European consortium strives to spur autism drug development
A $38.7 million project in the European Union — the largest single grant for autism research in the world — aims to bring together academic labs and pharmaceutical companies to speed the move from basic to clinical research.
A $38.7 million project in the European Union — the largest single grant for autism research in the world — aims to bring together academic labs and pharmaceutical companies, including Roche, Eli Lilly and Pfizer, to speed the move from basic to clinical research.
The effort, called European Autism Interventions – A Multicentre Study for Developing New Medications, or EU-AIMS, focuseson improving translational research, including developing stem cells, animal models and a European network for running clinical trials. Launched in April, it is led by Roche and researchers at King’s College London.
“If we want to find new medicines, we need to lower the barrier for investment,” says Luca Santarelli, head of neuroscience at Roche. “That means we need to collectively progress the science, translational research and clinical trial technology.”
Half the funding for the five-year project comes from the Innovative Medicines Initiative, a European public-private initiative designed to help develop better and safer medicines, and half from the European Federation of Pharmaceutical Industry Associations. Autism Speaks, a U.S.-based research and advocacy organization that contributed $1 million to the project, is another collaborator.
“I think it’s a great first effort and will dramatically contribute to the understanding, treatment and de-stigmatization of autism in Europe,” says Randall Carpenter, president of Seaside Therapeutics, a Massachusetts-based biotech company testing drugs for autism and fragile X syndrome, and head of the grant review committee. “They have been visionary in their thought process and tried to integrate and learn from everyone else who has tried these projects.”
For example, the researchers plan to make the resources that emerge from the project, such as databases and a collection of biological samples, able to link with existing autism repositories.

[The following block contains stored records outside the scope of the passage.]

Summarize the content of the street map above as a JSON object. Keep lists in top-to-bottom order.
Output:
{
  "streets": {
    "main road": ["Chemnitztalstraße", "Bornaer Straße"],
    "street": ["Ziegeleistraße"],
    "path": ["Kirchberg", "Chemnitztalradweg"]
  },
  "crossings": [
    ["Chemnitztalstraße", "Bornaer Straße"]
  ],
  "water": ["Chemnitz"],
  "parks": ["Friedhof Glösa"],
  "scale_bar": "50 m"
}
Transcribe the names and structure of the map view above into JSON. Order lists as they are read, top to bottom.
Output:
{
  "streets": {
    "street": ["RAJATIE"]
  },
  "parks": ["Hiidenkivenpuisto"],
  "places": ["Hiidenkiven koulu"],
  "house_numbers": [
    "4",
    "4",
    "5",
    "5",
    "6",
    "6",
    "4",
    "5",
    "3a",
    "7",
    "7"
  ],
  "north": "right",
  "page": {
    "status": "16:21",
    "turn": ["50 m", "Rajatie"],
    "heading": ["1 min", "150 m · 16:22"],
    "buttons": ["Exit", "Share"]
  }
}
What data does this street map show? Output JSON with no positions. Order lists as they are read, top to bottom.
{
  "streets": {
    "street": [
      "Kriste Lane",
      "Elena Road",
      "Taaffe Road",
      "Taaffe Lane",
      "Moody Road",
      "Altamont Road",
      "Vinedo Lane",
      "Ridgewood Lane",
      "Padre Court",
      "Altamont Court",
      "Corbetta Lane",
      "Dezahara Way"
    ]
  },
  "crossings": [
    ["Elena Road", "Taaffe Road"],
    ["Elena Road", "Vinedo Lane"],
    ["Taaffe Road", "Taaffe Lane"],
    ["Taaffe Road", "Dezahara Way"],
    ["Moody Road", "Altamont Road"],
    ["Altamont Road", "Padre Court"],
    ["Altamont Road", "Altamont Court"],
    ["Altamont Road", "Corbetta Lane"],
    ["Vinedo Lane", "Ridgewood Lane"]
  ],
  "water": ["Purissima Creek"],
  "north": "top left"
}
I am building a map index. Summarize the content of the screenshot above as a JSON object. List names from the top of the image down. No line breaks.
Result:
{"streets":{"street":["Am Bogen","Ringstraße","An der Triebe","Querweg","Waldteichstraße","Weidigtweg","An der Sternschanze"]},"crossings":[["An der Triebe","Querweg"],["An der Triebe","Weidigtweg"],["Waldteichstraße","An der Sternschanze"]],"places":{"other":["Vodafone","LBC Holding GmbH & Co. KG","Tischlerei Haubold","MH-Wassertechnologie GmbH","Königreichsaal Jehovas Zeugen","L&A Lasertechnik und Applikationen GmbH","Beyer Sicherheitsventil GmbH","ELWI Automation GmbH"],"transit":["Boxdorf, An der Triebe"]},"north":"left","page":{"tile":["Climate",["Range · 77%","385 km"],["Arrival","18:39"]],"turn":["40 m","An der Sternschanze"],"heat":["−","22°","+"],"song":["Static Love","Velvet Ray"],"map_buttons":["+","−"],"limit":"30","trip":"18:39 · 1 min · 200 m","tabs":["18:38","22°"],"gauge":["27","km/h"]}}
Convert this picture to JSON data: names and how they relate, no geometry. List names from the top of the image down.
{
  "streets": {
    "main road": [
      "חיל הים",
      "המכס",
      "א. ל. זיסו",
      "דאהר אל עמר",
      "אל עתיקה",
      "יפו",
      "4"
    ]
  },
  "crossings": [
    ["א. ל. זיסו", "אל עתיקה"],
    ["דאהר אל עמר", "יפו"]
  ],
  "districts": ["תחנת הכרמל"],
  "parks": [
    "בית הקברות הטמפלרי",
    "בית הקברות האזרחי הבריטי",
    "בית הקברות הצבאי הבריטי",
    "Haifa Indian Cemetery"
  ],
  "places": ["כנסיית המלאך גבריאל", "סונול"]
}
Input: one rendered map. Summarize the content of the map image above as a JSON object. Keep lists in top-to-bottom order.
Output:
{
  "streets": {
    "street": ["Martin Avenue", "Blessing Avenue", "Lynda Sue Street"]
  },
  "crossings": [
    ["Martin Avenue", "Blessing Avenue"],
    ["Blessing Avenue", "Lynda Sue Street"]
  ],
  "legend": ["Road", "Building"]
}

The products of the project are also considered ‘pre-competitive,’ meaning the information can be shared freely. “Pre-competitive applies to areas where the field is young and needs to progress to a critical point where companies can invest in proprietary research,” says Santarelli.
Trial training:
A central thrust of the EU-AIMS project is to create a network of centers of expertise for the various components of autism research.
“We want to develop better animal models, better understanding of the biology of disease, and better clinical scales and endpoints,” says Santarelli. “If you do that in isolation, you have less power than doing it as a team.”
One group aims to generate induced pluripotent stem (iPS) cells from people with autism to try to identify cellular abnormalities, and to develop new technology for drug discovery assays.
Researchers specializing in animal models plan to generate new strains that robustly show the core symptoms of autism: social deficits and repetitive and restricted behaviors. They also aim to develop reproducible behavioral assays and anatomical and functional biomarkers, such as differences in brain structure or behavior, that can ultimately be used to test drugs.
The animals will be housed in a central animal repository, and breeding pairs can be shared with other researchers.
Part of the translational effort will be to develop new molecular imaging techniques that can be used across different species.
“We want to put everything together and try to come up with a holistic view,” says Declan Murphy, professor of neurodevelopmental sciences at King’s College London, and the academic lead on the effort.
For example, he says, the researchers don’t just want to measure glutamate and GABA, two chemical messengers in the brain, in live animals. They instead hope to understand how these markers relate to autism-linked mutations and how they are modulated by different drugs.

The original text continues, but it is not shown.